O governo acelerou o pagamento de emendas parlamentares no primeiro semestre de 2026, algo que costuma se repetir em anos de eleição, afirma a IFI (Instituição Fiscal Independente), órgão ligado ao Senado, em um relatório publicado nesta quinta-feira (20).
A antecipação está prevista na LDO (Lei de Diretrizes Orçamentárias) deste ano. Foi determinado que 65% do valor destinado a emendas, tanto as individuais de deputados e senadores como as de bancadas estaduais, deveriam ser pagos até o fim de junho. Segundo a IFI, essa execução concentrada no início do ano é típica de anos eleitorais.
A antecipação do pagamento das emendas parlamentares tornou a política fiscal expansionista, diz a IFI. Trata-se de uma mudança de rota, porque, pelos mesmos critérios, em 2025 a política fiscal foi contracionista.

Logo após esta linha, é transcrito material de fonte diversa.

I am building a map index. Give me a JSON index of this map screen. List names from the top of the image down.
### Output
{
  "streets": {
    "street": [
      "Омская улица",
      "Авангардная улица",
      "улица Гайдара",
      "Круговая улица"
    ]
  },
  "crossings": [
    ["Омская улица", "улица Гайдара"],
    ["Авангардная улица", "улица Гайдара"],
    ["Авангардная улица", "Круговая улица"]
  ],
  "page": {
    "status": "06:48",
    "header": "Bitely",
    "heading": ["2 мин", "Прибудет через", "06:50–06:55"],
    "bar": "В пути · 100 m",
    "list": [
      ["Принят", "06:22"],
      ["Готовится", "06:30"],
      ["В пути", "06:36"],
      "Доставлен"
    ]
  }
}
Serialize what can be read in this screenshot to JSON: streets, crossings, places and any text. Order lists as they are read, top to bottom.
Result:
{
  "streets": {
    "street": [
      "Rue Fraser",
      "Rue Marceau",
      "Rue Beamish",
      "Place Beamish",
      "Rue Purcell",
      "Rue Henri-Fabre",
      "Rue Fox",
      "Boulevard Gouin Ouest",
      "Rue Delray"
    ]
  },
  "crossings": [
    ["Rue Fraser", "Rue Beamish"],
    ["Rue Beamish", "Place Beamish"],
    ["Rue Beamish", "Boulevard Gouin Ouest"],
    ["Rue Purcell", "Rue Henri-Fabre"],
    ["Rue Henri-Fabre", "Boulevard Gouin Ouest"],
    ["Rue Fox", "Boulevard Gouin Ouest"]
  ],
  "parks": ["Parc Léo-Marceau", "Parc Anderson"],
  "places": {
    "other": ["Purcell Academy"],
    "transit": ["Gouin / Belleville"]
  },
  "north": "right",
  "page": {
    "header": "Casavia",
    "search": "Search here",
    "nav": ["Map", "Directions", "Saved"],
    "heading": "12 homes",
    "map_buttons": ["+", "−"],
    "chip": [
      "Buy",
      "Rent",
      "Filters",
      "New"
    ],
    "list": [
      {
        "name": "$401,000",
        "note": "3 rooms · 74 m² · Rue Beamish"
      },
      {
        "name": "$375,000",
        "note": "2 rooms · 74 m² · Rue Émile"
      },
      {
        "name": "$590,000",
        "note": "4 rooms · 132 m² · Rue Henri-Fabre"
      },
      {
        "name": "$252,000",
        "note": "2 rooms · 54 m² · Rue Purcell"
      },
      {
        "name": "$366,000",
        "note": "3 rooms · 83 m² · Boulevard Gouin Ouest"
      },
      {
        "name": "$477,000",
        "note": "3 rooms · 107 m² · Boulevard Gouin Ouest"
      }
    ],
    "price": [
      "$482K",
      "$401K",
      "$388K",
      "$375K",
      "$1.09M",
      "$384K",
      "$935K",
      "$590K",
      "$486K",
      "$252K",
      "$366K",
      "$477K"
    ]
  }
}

Esses desembolsos concentrados explicam em parte a piora das contas públicas neste ano. Além disso, os pagamentos das emendas podem aumentar o volume de restos a pagar, compromissos que o governo assumiu em exercícios anteriores, mas ainda não quitou de fato.
A soma de restos a pagar de despesas discricionárias (não obrigatórias) e emendas é de R$ 105,5 bilhões.
O estoque de dívidas de emendas de bancada estadual e de comissão já ultrapassa todo o limite de pagamento disponível para 2026. Segundo a IFI, não existe espaço em caixa para quitar essas obrigações neste ano.
SEM OS DESCONTOS LEGAIS
O relatório mostra que, apesar de o governo estar cumprindo a meta estabelecida por lei, o resultado fiscal primário efetivo permanece negativo. Nos sete primeiros meses do ano, o governo central acumulou um déficit primário efetivo de R$ 81,2 bilhões. As receitas líquidas cresceram 6% em termos reais, impulsionadas, em parte, pela alta do preço do petróleo a partir do conflito no Oriente Médio, mas as despesas primárias subiram ainda mais rápido, a 6,3% em termos reais, puxadas pela forte expansão dos gastos discricionários, de 44,5%, e das emendas.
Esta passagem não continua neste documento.